Find every line in the records below that contains "Annotation", and copy it.

____ Supplied material

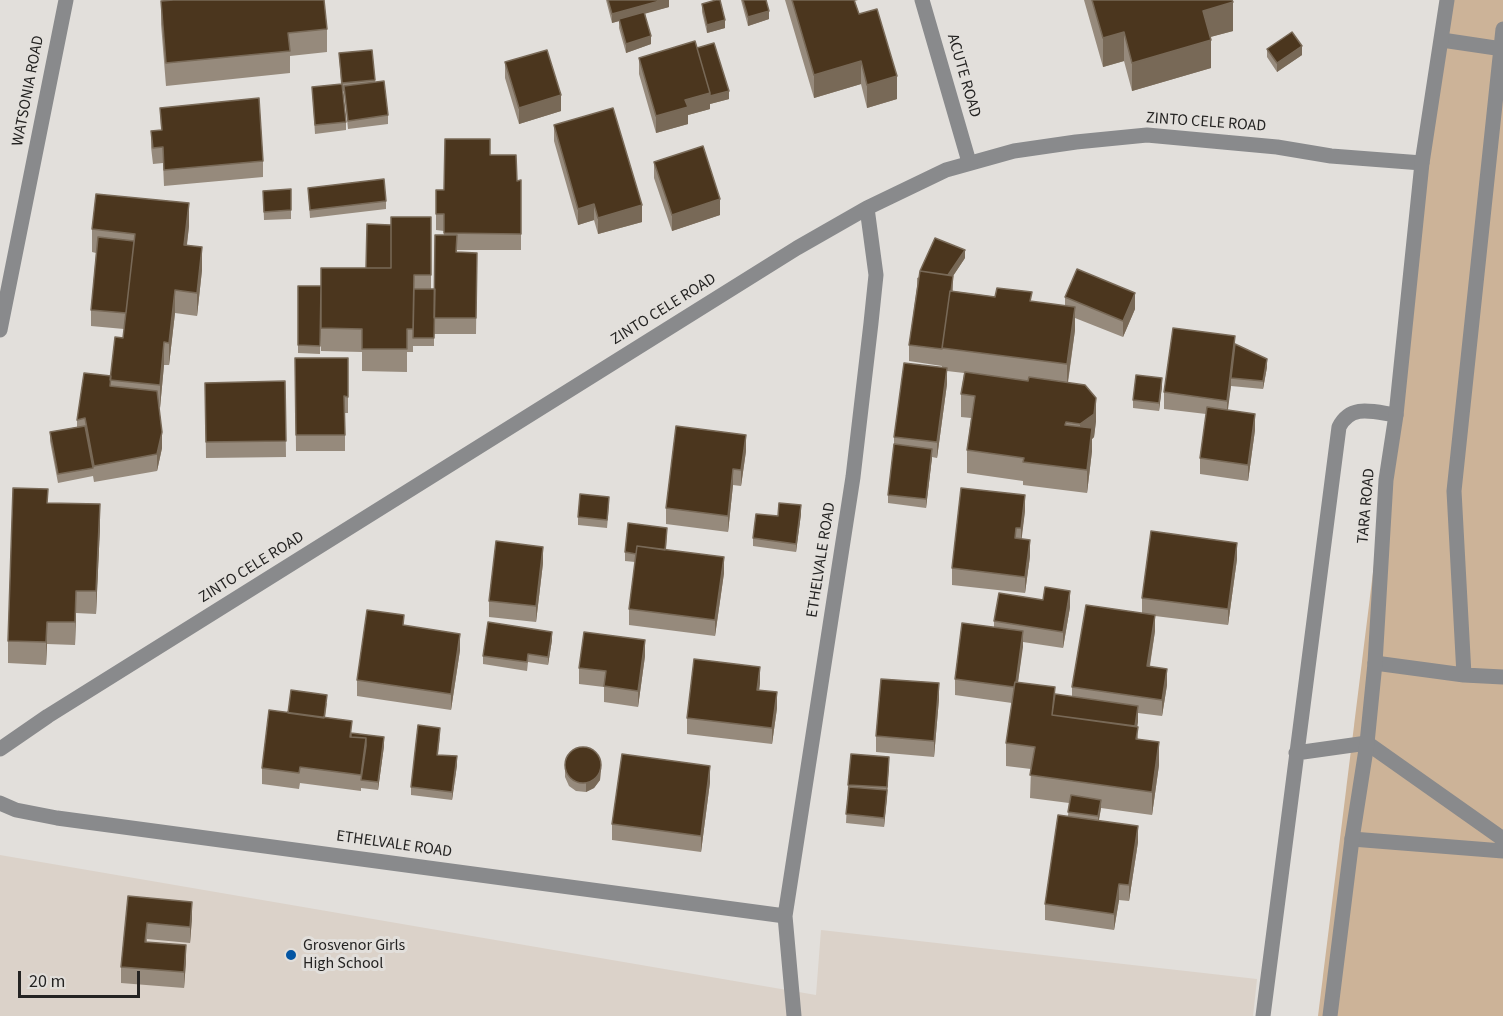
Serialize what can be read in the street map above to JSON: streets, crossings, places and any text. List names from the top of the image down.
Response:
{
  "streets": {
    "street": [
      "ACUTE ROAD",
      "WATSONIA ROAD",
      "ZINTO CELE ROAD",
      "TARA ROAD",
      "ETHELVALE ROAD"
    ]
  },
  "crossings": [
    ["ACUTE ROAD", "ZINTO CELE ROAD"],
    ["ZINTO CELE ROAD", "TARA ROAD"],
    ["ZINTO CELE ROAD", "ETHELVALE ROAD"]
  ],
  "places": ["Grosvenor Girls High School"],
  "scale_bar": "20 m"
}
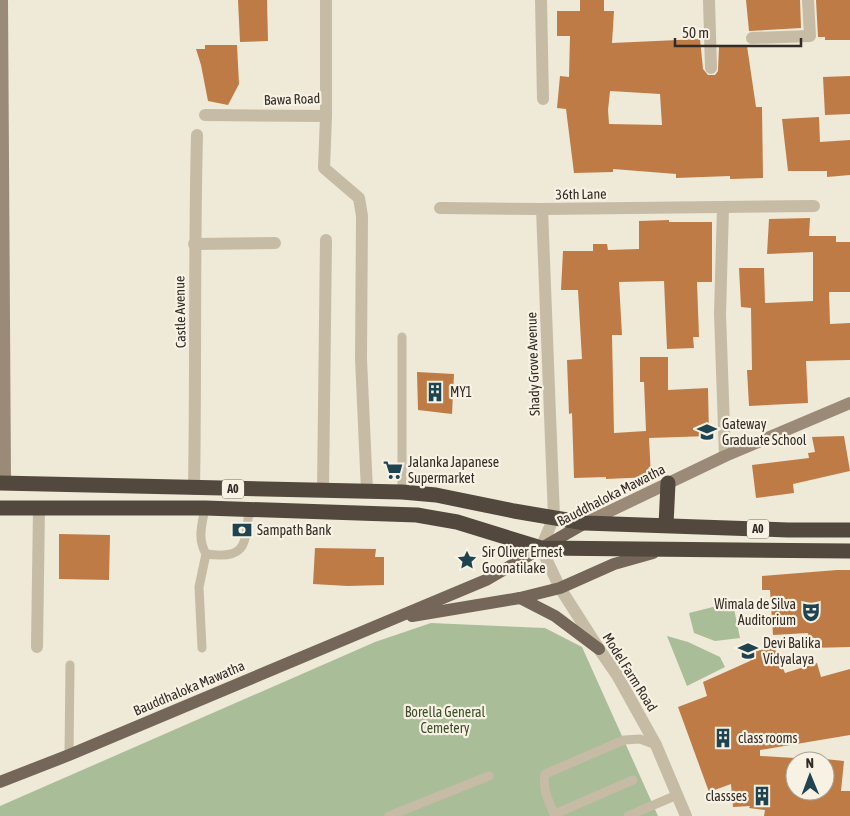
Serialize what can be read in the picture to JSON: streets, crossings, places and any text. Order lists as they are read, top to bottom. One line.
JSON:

________
____ Supplied material

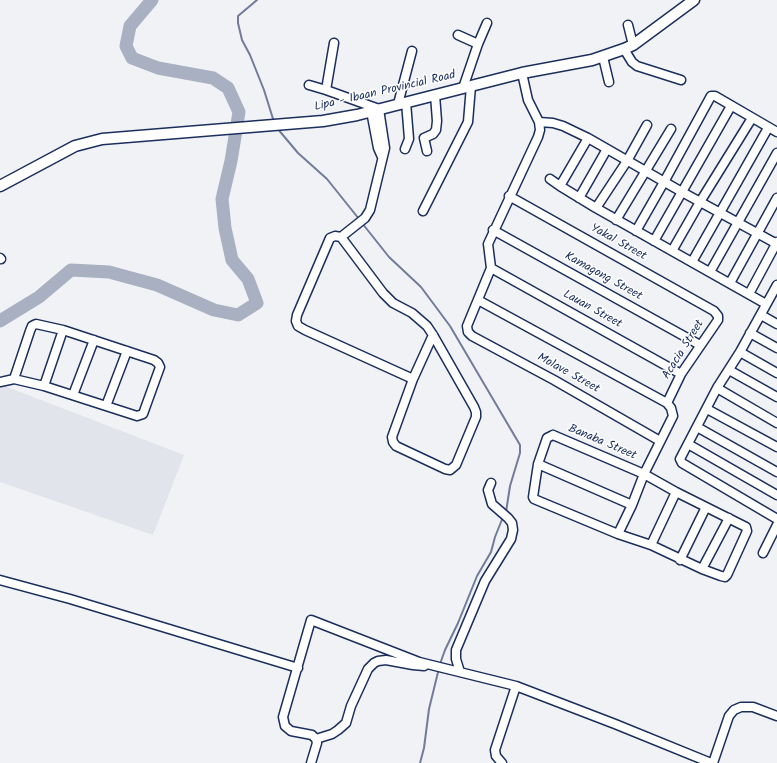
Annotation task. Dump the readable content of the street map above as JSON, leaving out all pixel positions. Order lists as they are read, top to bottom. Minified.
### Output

________
____ Supplied material

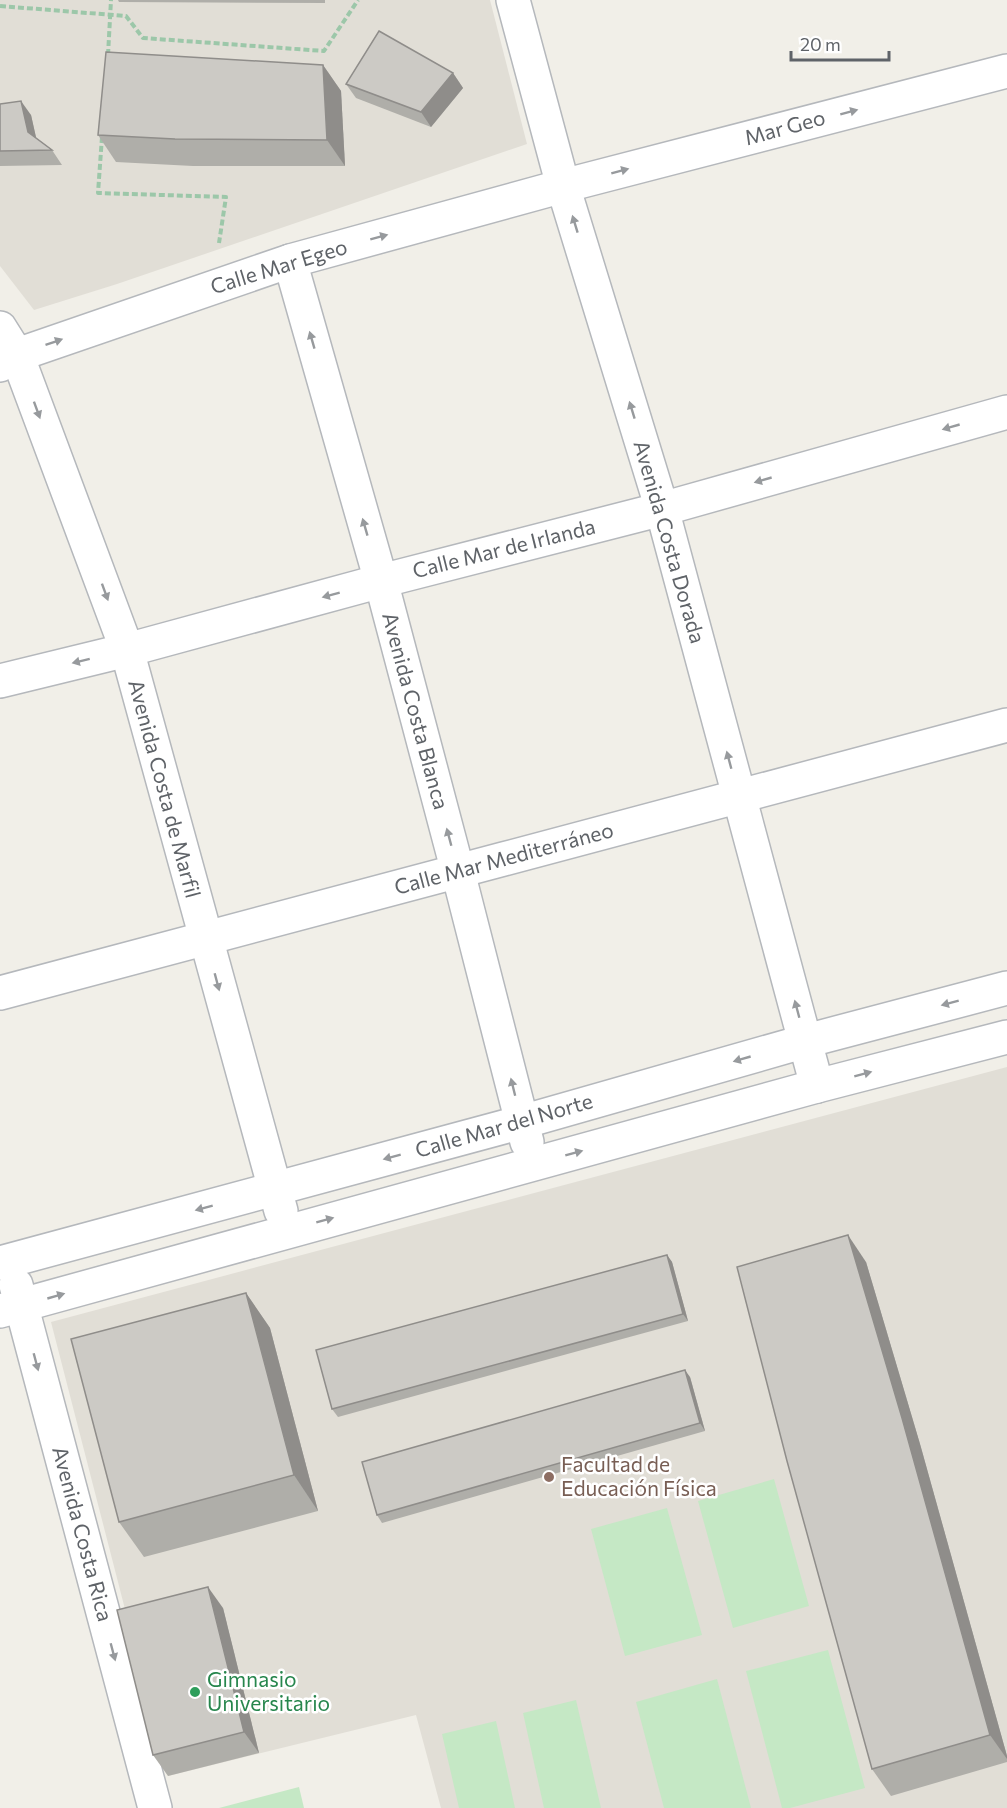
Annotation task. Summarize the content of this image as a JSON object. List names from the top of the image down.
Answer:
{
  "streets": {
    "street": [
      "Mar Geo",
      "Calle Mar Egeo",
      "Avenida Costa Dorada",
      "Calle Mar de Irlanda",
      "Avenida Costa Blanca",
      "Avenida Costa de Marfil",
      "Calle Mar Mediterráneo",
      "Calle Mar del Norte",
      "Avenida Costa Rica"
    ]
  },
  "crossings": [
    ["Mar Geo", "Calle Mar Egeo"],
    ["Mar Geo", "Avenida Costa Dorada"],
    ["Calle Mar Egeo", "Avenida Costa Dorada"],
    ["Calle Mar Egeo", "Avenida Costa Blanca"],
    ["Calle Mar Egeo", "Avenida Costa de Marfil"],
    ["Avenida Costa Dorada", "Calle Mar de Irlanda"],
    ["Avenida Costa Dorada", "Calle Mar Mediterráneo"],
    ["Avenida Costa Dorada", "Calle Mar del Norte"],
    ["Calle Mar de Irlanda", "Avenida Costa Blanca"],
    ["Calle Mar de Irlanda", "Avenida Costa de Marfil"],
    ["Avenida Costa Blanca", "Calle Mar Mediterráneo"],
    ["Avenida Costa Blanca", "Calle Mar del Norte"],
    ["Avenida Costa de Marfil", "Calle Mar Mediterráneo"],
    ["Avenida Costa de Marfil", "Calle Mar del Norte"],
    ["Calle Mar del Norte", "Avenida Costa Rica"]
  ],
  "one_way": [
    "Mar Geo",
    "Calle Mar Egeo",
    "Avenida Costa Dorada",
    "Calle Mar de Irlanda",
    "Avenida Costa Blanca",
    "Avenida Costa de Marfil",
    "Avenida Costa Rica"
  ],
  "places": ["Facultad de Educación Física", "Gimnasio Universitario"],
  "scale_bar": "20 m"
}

________

#### Response area:
Annotation task. Dump the readable content of the street map above as JSON, leaving out all pixel positions. Order lists as they are read, top to bottom. Minified.
Annotation task. Summarize the content of this image as a JSON object. List names from the top of the image down.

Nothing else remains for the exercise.